◆ **Dataset entries**:
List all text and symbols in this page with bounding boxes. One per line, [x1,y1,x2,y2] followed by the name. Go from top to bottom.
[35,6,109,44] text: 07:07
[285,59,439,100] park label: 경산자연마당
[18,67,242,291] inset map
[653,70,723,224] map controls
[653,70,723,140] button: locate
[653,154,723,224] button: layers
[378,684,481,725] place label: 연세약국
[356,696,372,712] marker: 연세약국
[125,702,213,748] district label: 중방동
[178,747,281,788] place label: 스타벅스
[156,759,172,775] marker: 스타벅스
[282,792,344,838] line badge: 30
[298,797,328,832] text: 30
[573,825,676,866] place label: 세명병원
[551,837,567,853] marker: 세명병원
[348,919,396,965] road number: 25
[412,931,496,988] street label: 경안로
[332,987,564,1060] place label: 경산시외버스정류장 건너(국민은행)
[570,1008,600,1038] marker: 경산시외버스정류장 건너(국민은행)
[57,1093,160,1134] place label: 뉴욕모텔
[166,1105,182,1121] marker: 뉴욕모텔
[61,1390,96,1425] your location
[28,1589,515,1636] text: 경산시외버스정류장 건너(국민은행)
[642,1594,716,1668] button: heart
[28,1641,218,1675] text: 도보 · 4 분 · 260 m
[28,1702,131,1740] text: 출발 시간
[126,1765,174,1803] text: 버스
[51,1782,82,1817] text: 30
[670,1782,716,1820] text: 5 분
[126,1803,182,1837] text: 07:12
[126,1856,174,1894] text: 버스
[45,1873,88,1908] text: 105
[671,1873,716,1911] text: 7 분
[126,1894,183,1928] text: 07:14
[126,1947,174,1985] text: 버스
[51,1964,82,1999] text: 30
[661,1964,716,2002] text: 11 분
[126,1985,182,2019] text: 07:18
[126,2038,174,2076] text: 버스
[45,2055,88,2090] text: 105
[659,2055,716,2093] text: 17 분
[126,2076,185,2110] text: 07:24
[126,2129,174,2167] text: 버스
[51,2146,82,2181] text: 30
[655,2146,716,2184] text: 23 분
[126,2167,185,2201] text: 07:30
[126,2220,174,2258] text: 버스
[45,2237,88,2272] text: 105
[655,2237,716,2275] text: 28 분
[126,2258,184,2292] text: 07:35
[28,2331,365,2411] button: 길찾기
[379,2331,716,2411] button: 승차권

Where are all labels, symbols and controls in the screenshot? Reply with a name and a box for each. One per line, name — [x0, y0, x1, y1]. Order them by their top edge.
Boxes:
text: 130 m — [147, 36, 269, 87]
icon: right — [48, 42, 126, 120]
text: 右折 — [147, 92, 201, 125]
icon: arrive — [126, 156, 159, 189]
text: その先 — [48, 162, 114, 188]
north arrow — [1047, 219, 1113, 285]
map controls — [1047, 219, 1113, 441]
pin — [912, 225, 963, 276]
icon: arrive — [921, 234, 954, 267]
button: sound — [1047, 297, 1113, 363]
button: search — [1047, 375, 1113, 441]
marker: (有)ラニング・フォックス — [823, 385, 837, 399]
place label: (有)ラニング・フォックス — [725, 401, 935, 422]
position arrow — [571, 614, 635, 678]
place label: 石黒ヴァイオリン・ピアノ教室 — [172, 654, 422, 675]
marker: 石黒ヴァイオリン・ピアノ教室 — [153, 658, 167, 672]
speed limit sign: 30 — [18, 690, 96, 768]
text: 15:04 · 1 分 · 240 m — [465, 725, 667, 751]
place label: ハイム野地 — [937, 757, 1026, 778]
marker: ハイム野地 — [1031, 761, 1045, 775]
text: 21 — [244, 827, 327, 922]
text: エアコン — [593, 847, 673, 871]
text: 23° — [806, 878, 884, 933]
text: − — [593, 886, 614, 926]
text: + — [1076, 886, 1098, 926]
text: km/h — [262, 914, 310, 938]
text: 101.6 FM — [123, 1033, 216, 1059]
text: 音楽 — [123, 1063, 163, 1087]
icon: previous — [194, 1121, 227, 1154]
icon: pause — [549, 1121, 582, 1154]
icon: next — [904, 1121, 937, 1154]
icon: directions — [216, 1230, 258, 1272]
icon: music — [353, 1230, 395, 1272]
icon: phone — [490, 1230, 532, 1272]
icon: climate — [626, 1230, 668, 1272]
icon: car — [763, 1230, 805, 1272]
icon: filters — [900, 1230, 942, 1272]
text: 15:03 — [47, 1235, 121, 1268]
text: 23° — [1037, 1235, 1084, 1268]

◆ **Task directions**: Return all of the data word for word.

◆ **Response**:
List all text and symbols in this page with bounding boxes. One per line, [x1,y1,x2,y2] followed by the name. Go from top to bottom.
[35,6,109,44] text: 07:07
[285,59,439,100] park label: 경산자연마당
[18,67,242,291] inset map
[653,70,723,224] map controls
[653,70,723,140] button: locate
[653,154,723,224] button: layers
[378,684,481,725] place label: 연세약국
[356,696,372,712] marker: 연세약국
[125,702,213,748] district label: 중방동
[178,747,281,788] place label: 스타벅스
[156,759,172,775] marker: 스타벅스
[282,792,344,838] line badge: 30
[298,797,328,832] text: 30
[573,825,676,866] place label: 세명병원
[551,837,567,853] marker: 세명병원
[348,919,396,965] road number: 25
[412,931,496,988] street label: 경안로
[332,987,564,1060] place label: 경산시외버스정류장 건너(국민은행)
[570,1008,600,1038] marker: 경산시외버스정류장 건너(국민은행)
[57,1093,160,1134] place label: 뉴욕모텔
[166,1105,182,1121] marker: 뉴욕모텔
[61,1390,96,1425] your location
[28,1589,515,1636] text: 경산시외버스정류장 건너(국민은행)
[642,1594,716,1668] button: heart
[28,1641,218,1675] text: 도보 · 4 분 · 260 m
[28,1702,131,1740] text: 출발 시간
[126,1765,174,1803] text: 버스
[51,1782,82,1817] text: 30
[670,1782,716,1820] text: 5 분
[126,1803,182,1837] text: 07:12
[126,1856,174,1894] text: 버스
[45,1873,88,1908] text: 105
[671,1873,716,1911] text: 7 분
[126,1894,183,1928] text: 07:14
[126,1947,174,1985] text: 버스
[51,1964,82,1999] text: 30
[661,1964,716,2002] text: 11 분
[126,1985,182,2019] text: 07:18
[126,2038,174,2076] text: 버스
[45,2055,88,2090] text: 105
[659,2055,716,2093] text: 17 분
[126,2076,185,2110] text: 07:24
[126,2129,174,2167] text: 버스
[51,2146,82,2181] text: 30
[655,2146,716,2184] text: 23 분
[126,2167,185,2201] text: 07:30
[126,2220,174,2258] text: 버스
[45,2237,88,2272] text: 105
[655,2237,716,2275] text: 28 분
[126,2258,184,2292] text: 07:35
[28,2331,365,2411] button: 길찾기
[379,2331,716,2411] button: 승차권

Where are all labels, symbols and controls in the screenshot? Reply with a name and a box for each. One per line, name — [x0, y0, x1, y1]. Order them by their top edge.
Boxes:
text: 130 m — [147, 36, 269, 87]
icon: right — [48, 42, 126, 120]
text: 右折 — [147, 92, 201, 125]
icon: arrive — [126, 156, 159, 189]
text: その先 — [48, 162, 114, 188]
north arrow — [1047, 219, 1113, 285]
map controls — [1047, 219, 1113, 441]
pin — [912, 225, 963, 276]
icon: arrive — [921, 234, 954, 267]
button: sound — [1047, 297, 1113, 363]
button: search — [1047, 375, 1113, 441]
marker: (有)ラニング・フォックス — [823, 385, 837, 399]
place label: (有)ラニング・フォックス — [725, 401, 935, 422]
position arrow — [571, 614, 635, 678]
place label: 石黒ヴァイオリン・ピアノ教室 — [172, 654, 422, 675]
marker: 石黒ヴァイオリン・ピアノ教室 — [153, 658, 167, 672]
speed limit sign: 30 — [18, 690, 96, 768]
text: 15:04 · 1 分 · 240 m — [465, 725, 667, 751]
place label: ハイム野地 — [937, 757, 1026, 778]
marker: ハイム野地 — [1031, 761, 1045, 775]
text: 21 — [244, 827, 327, 922]
text: エアコン — [593, 847, 673, 871]
text: 23° — [806, 878, 884, 933]
text: − — [593, 886, 614, 926]
text: + — [1076, 886, 1098, 926]
text: km/h — [262, 914, 310, 938]
text: 101.6 FM — [123, 1033, 216, 1059]
text: 音楽 — [123, 1063, 163, 1087]
icon: previous — [194, 1121, 227, 1154]
icon: pause — [549, 1121, 582, 1154]
icon: next — [904, 1121, 937, 1154]
icon: directions — [216, 1230, 258, 1272]
icon: music — [353, 1230, 395, 1272]
icon: phone — [490, 1230, 532, 1272]
icon: climate — [626, 1230, 668, 1272]
icon: car — [763, 1230, 805, 1272]
icon: filters — [900, 1230, 942, 1272]
text: 15:03 — [47, 1235, 121, 1268]
text: 23° — [1037, 1235, 1084, 1268]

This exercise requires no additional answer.